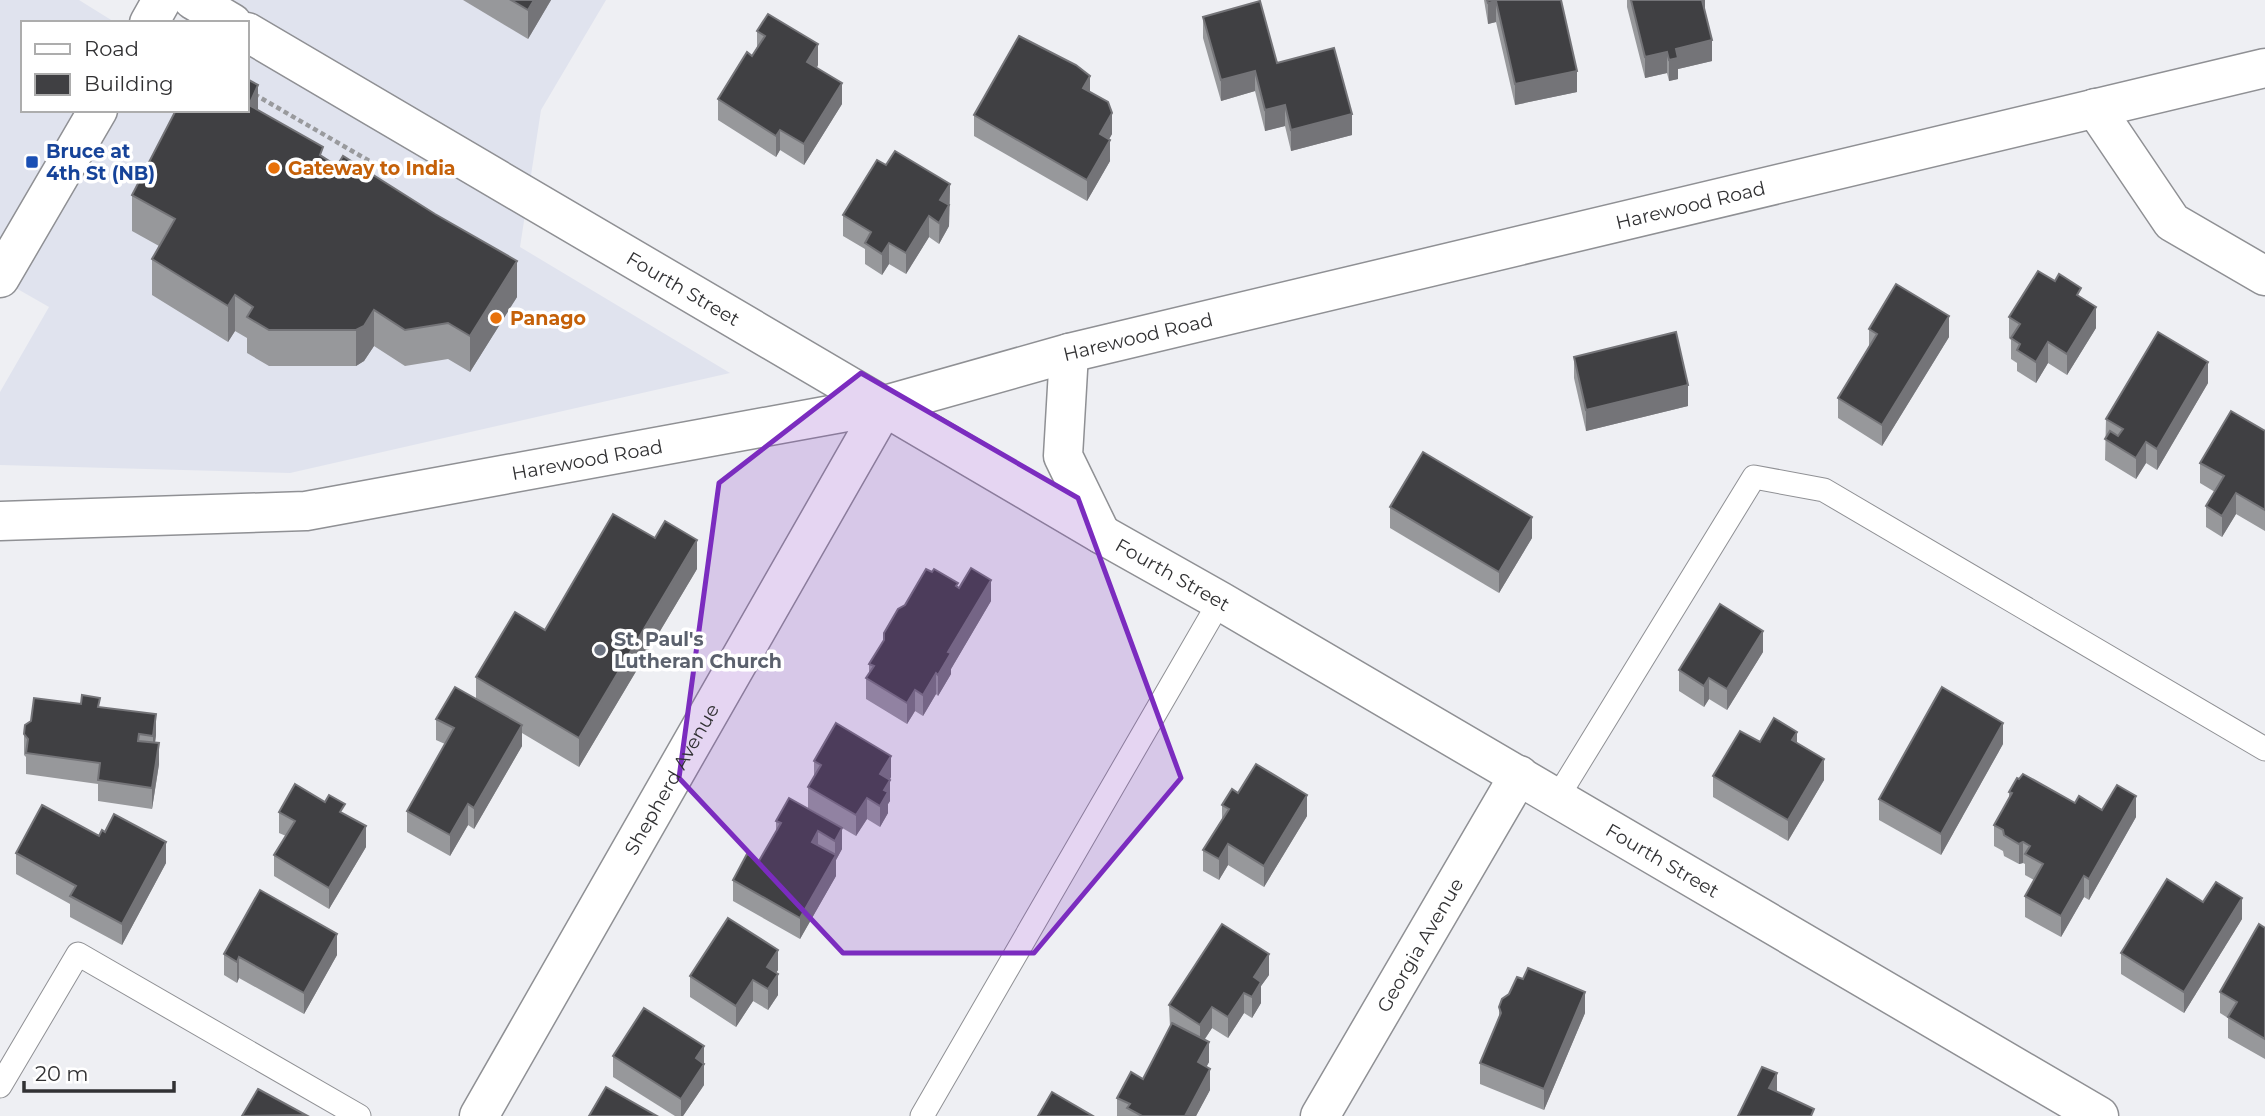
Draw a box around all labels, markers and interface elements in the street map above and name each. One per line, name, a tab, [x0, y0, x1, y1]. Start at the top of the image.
legend	[21, 21, 248, 112]
text: Road	[84, 36, 139, 61]
text: Building	[84, 71, 174, 96]
place label: Bruce at 4th St (NB)	[46, 140, 155, 185]
marker: Bruce at 4th St (NB)	[24, 154, 40, 170]
place label: Gateway to India	[288, 157, 456, 180]
marker: Gateway to India	[266, 160, 282, 176]
street label: Harewood Road	[1613, 176, 1768, 234]
street label: Fourth Street	[622, 246, 744, 331]
place label: Panago	[510, 307, 586, 330]
street label: Harewood Road	[1061, 308, 1215, 366]
marker: Panago	[488, 310, 504, 326]
street label: Harewood Road	[510, 434, 665, 485]
street label: Fourth Street	[1112, 533, 1234, 616]
place label: St. Paul's Lutheran Church	[614, 628, 782, 673]
marker: St. Paul's Lutheran Church	[592, 642, 608, 658]
street label: Shepherd Avenue	[619, 699, 724, 859]
street label: Fourth Street	[1602, 818, 1723, 902]
street label: Georgia Avenue	[1372, 874, 1468, 1016]
scale bar	[24, 1050, 175, 1094]
text: 20 m	[35, 1061, 89, 1086]

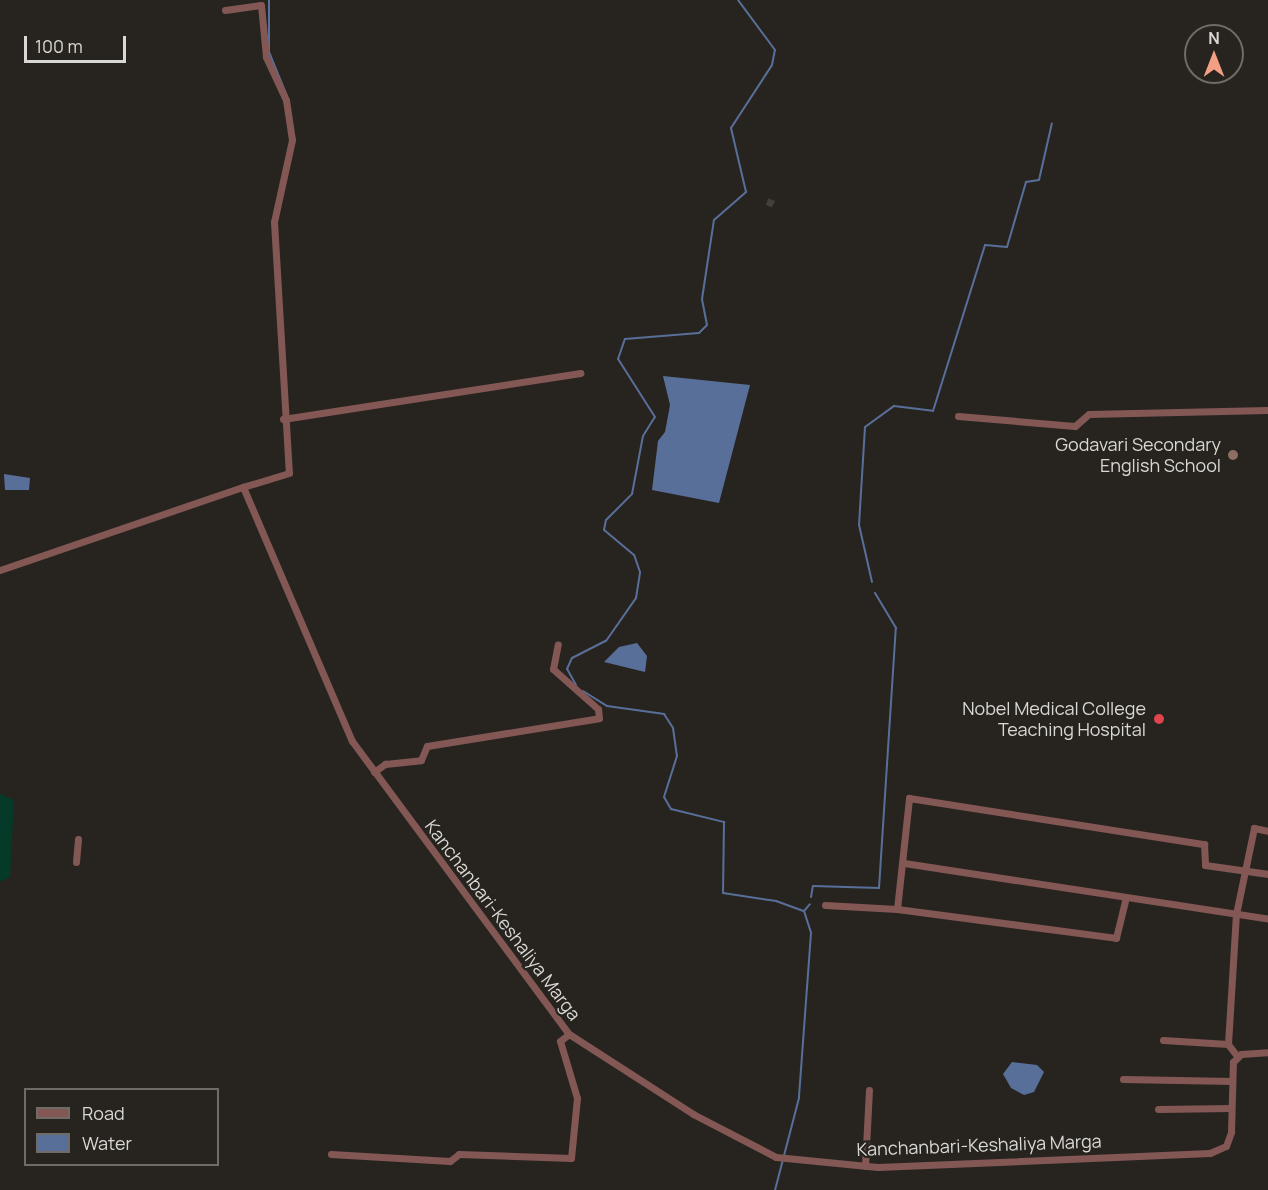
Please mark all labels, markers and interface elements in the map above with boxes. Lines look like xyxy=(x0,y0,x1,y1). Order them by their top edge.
scale bar xyxy=(27,24,129,62)
north arrow xyxy=(1184,24,1244,84)
text: N xyxy=(1208,27,1220,49)
text: 100 m xyxy=(35,34,83,58)
place label: Godavari Secondary English School xyxy=(1055,434,1221,476)
marker: Godavari Secondary English School xyxy=(1226,448,1240,462)
place label: Nobel Medical College Teaching Hospital xyxy=(962,698,1146,740)
marker: Nobel Medical College Teaching Hospital xyxy=(1150,710,1168,728)
street label: Kanchanbari-Keshaliya Marga xyxy=(421,816,585,1024)
legend xyxy=(24,1088,219,1166)
text: Road xyxy=(82,1101,125,1125)
street label: Kanchanbari-Keshaliya Marga xyxy=(856,1130,1102,1160)
text: Water xyxy=(82,1131,132,1155)

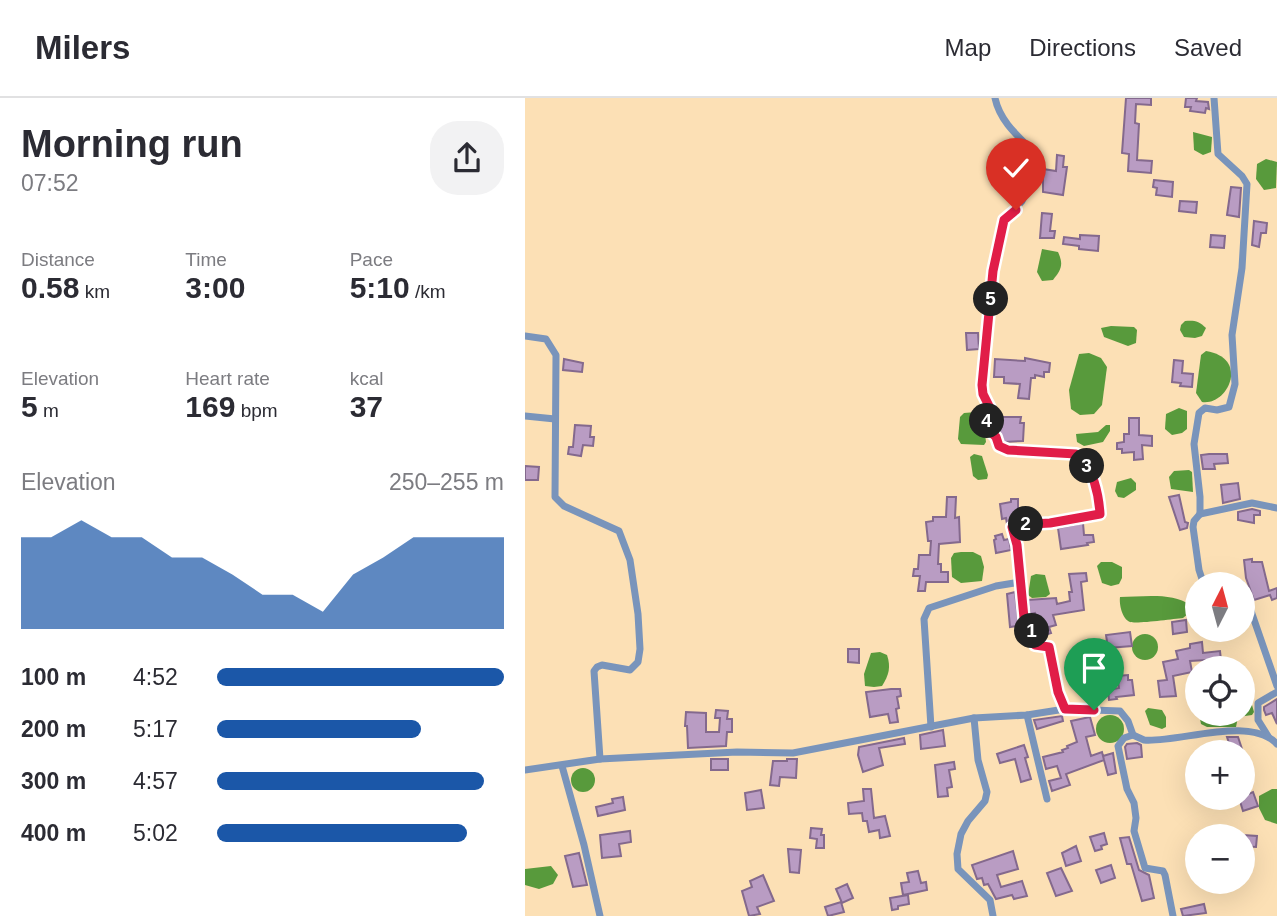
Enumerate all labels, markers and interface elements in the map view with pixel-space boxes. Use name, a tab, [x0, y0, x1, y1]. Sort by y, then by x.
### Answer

===============

Transcribe exactly the portion of the material above that runs from the line containing "Please mark all" through its last line, omitting all pictures.

Please mark all labels, markers and interface elements in the map above with boxes. Lines look like xyxy=(x0,y0,x1,y1). Order them by their top edge.
scale bar xyxy=(27,24,129,62)
north arrow xyxy=(1184,24,1244,84)
text: N xyxy=(1208,27,1220,49)
text: 100 m xyxy=(35,34,83,58)
place label: Godavari Secondary English School xyxy=(1055,434,1221,476)
marker: Godavari Secondary English School xyxy=(1226,448,1240,462)
place label: Nobel Medical College Teaching Hospital xyxy=(962,698,1146,740)
marker: Nobel Medical College Teaching Hospital xyxy=(1150,710,1168,728)
street label: Kanchanbari-Keshaliya Marga xyxy=(421,816,585,1024)
legend xyxy=(24,1088,219,1166)
text: Road xyxy=(82,1101,125,1125)
street label: Kanchanbari-Keshaliya Marga xyxy=(856,1130,1102,1160)
text: Water xyxy=(82,1131,132,1155)

Enumerate all labels, markers and interface elements in the map view with pixel-space boxes. Use name, a tab, [x0, y0, x1, y1]. Sort by y, then by x.
### Answer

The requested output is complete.